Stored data
=== Section Start ===

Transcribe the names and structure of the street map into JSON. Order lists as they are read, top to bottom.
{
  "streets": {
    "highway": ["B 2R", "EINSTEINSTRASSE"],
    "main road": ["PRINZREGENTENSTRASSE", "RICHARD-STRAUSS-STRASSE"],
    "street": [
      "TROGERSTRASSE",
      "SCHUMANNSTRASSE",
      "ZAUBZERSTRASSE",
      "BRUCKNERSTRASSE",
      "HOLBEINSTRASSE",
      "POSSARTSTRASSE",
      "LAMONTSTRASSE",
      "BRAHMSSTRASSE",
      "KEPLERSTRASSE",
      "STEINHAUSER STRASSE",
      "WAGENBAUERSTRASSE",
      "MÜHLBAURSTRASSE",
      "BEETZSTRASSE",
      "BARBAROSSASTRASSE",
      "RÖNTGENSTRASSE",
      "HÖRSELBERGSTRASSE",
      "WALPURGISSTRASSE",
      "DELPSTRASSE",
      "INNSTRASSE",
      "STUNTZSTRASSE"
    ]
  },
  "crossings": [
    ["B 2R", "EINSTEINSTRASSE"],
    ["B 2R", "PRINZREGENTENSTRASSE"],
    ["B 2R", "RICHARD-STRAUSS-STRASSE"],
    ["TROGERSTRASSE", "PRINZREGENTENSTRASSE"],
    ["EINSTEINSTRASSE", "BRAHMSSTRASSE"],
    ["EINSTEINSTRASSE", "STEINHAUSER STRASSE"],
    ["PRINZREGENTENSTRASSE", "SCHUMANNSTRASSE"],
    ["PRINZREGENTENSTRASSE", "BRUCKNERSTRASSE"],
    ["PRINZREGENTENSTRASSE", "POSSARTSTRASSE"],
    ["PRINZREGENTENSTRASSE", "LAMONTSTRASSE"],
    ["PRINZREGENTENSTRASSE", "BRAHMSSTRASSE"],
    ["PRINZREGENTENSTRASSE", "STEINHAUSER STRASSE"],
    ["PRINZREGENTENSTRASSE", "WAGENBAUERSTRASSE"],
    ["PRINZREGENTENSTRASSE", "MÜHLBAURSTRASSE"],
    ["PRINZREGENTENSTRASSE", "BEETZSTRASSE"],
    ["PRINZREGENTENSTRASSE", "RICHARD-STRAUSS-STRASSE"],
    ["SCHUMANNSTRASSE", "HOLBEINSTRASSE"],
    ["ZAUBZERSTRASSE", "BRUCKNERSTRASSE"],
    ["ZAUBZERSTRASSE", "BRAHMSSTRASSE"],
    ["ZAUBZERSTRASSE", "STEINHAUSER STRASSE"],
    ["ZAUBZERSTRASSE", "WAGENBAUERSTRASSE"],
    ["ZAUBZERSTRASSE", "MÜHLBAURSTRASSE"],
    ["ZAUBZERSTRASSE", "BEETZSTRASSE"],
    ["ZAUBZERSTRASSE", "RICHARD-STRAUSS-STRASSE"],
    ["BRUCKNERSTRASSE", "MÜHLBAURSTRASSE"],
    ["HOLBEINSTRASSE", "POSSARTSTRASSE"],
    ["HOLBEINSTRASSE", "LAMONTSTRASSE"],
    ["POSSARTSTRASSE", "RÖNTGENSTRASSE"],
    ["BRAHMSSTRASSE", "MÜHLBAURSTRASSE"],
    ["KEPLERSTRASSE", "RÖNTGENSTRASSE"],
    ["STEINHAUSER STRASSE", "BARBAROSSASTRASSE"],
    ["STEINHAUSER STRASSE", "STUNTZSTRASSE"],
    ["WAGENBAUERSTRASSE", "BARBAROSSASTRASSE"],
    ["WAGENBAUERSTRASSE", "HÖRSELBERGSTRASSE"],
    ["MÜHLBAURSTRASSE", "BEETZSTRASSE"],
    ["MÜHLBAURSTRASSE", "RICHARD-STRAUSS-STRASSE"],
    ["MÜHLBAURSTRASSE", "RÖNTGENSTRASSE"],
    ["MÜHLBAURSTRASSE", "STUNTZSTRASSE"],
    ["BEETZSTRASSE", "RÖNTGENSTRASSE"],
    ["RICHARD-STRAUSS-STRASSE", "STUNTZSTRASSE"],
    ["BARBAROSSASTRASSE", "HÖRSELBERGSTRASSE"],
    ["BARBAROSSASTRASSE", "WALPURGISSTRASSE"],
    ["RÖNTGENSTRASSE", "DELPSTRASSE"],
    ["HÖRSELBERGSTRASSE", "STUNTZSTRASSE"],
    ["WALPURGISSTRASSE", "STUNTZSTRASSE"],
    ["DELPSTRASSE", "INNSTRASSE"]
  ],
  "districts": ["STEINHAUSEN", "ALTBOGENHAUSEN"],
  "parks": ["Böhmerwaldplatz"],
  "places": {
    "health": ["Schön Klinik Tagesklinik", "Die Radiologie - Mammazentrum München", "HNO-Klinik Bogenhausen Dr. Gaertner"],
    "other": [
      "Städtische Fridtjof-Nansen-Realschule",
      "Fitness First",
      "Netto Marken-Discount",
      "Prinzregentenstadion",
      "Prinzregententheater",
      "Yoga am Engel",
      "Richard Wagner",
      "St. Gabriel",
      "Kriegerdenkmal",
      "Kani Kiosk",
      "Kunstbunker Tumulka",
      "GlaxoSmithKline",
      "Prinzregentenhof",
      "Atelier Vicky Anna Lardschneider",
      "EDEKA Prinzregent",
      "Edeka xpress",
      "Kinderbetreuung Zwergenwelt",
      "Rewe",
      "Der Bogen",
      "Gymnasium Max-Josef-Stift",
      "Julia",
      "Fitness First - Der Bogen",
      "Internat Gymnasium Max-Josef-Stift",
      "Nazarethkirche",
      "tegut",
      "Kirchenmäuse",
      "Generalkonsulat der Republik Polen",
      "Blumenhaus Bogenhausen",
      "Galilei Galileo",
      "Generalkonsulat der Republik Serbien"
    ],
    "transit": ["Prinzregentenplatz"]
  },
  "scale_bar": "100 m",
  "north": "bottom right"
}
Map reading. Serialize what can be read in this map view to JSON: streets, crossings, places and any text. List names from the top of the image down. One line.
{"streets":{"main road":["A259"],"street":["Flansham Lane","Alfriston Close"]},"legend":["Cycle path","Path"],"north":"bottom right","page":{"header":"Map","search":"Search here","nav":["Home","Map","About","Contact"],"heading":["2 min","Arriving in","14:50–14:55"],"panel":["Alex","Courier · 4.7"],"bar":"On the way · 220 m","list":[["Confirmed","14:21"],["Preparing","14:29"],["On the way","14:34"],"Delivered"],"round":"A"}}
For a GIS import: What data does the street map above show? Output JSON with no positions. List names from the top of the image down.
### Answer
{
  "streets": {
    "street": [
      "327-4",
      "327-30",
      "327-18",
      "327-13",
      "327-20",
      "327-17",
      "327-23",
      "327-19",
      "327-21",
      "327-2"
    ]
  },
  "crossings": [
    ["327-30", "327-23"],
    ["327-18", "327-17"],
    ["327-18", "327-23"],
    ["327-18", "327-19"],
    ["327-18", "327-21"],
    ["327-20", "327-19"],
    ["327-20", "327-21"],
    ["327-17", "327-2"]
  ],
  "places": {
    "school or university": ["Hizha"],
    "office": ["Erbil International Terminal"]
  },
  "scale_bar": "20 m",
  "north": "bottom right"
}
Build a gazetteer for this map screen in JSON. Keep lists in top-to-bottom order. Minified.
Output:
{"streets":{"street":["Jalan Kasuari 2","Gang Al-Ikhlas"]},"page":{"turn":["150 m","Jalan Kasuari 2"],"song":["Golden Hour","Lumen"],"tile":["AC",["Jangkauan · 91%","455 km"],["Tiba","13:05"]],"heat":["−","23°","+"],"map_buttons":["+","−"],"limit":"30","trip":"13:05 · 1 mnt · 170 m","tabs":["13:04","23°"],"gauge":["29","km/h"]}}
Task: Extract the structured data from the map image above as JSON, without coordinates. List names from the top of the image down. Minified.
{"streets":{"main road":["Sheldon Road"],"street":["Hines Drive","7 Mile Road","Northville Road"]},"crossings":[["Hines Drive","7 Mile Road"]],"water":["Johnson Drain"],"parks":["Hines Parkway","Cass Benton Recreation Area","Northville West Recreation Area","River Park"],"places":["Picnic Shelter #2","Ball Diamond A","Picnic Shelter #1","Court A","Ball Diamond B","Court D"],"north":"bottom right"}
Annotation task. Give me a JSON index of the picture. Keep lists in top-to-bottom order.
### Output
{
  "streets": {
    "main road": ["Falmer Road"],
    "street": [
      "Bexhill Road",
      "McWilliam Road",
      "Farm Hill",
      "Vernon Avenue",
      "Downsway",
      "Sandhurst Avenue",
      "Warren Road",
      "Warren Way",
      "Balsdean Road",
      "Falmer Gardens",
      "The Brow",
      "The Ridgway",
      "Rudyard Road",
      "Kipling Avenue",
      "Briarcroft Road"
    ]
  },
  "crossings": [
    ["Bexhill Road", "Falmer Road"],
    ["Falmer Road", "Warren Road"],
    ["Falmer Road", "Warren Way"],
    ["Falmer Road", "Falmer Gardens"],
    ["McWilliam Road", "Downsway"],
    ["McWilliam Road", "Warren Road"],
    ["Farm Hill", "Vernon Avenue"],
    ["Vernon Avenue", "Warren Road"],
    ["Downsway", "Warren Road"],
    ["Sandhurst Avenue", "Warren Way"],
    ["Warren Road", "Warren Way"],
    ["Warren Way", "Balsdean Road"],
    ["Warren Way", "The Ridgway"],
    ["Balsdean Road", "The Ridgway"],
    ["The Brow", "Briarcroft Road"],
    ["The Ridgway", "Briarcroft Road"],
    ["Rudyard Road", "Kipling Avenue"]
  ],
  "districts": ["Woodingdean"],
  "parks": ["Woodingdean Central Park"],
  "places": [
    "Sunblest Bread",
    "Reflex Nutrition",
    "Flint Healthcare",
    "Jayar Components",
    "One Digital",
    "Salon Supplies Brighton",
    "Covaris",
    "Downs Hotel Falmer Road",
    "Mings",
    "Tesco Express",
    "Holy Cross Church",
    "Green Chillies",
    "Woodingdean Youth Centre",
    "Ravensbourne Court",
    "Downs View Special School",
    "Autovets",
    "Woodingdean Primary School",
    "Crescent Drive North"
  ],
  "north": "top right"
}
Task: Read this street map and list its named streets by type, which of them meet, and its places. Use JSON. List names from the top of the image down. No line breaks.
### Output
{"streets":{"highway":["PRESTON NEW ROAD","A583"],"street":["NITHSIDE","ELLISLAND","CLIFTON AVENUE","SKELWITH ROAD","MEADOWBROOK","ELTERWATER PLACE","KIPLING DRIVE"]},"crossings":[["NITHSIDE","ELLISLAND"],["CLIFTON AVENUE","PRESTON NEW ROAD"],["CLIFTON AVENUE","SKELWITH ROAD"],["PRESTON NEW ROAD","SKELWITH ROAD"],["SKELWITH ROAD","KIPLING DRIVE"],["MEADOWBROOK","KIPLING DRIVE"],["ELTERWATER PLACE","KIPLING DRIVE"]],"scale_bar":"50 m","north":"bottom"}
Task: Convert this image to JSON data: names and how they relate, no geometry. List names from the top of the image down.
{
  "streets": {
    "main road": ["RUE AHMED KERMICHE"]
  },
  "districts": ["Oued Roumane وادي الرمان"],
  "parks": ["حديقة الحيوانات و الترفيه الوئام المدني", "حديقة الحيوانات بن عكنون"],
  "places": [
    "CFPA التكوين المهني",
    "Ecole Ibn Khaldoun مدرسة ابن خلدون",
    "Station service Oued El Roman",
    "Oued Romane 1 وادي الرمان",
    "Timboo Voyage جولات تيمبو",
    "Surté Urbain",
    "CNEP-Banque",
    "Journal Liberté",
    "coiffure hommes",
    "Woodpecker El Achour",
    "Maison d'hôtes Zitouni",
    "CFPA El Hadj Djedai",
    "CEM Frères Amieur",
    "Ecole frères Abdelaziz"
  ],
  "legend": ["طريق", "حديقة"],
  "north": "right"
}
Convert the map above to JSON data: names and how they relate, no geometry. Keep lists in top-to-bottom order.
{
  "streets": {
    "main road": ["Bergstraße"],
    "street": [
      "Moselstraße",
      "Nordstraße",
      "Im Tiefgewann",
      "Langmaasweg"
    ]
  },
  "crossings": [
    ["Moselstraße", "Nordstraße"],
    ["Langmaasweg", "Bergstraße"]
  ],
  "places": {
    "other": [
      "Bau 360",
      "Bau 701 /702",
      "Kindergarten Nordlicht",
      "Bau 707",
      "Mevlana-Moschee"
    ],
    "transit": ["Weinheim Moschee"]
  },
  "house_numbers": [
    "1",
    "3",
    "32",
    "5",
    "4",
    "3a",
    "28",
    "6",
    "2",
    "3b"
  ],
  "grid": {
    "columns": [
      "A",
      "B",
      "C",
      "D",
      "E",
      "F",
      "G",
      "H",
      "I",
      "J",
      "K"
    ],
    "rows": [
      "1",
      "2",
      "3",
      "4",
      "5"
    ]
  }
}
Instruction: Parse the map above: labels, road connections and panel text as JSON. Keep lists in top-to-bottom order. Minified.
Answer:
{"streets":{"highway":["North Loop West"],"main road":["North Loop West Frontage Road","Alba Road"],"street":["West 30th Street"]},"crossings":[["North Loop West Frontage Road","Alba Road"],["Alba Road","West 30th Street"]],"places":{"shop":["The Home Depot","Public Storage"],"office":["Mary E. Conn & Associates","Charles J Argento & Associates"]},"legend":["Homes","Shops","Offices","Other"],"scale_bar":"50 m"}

=== Section End ===

**WHAT IS EXPECTED:**
Return each full line of the entries that contains the word "STRAUSS".

**EXERCISE SOLUTION:**
    "main road": ["PRINZREGENTENSTRASSE", "RICHARD-STRAUSS-STRASSE"],
    ["B 2R", "RICHARD-STRAUSS-STRASSE"],
    ["PRINZREGENTENSTRASSE", "RICHARD-STRAUSS-STRASSE"],
    ["ZAUBZERSTRASSE", "RICHARD-STRAUSS-STRASSE"],
    ["MÜHLBAURSTRASSE", "RICHARD-STRAUSS-STRASSE"],
    ["RICHARD-STRAUSS-STRASSE", "STUNTZSTRASSE"],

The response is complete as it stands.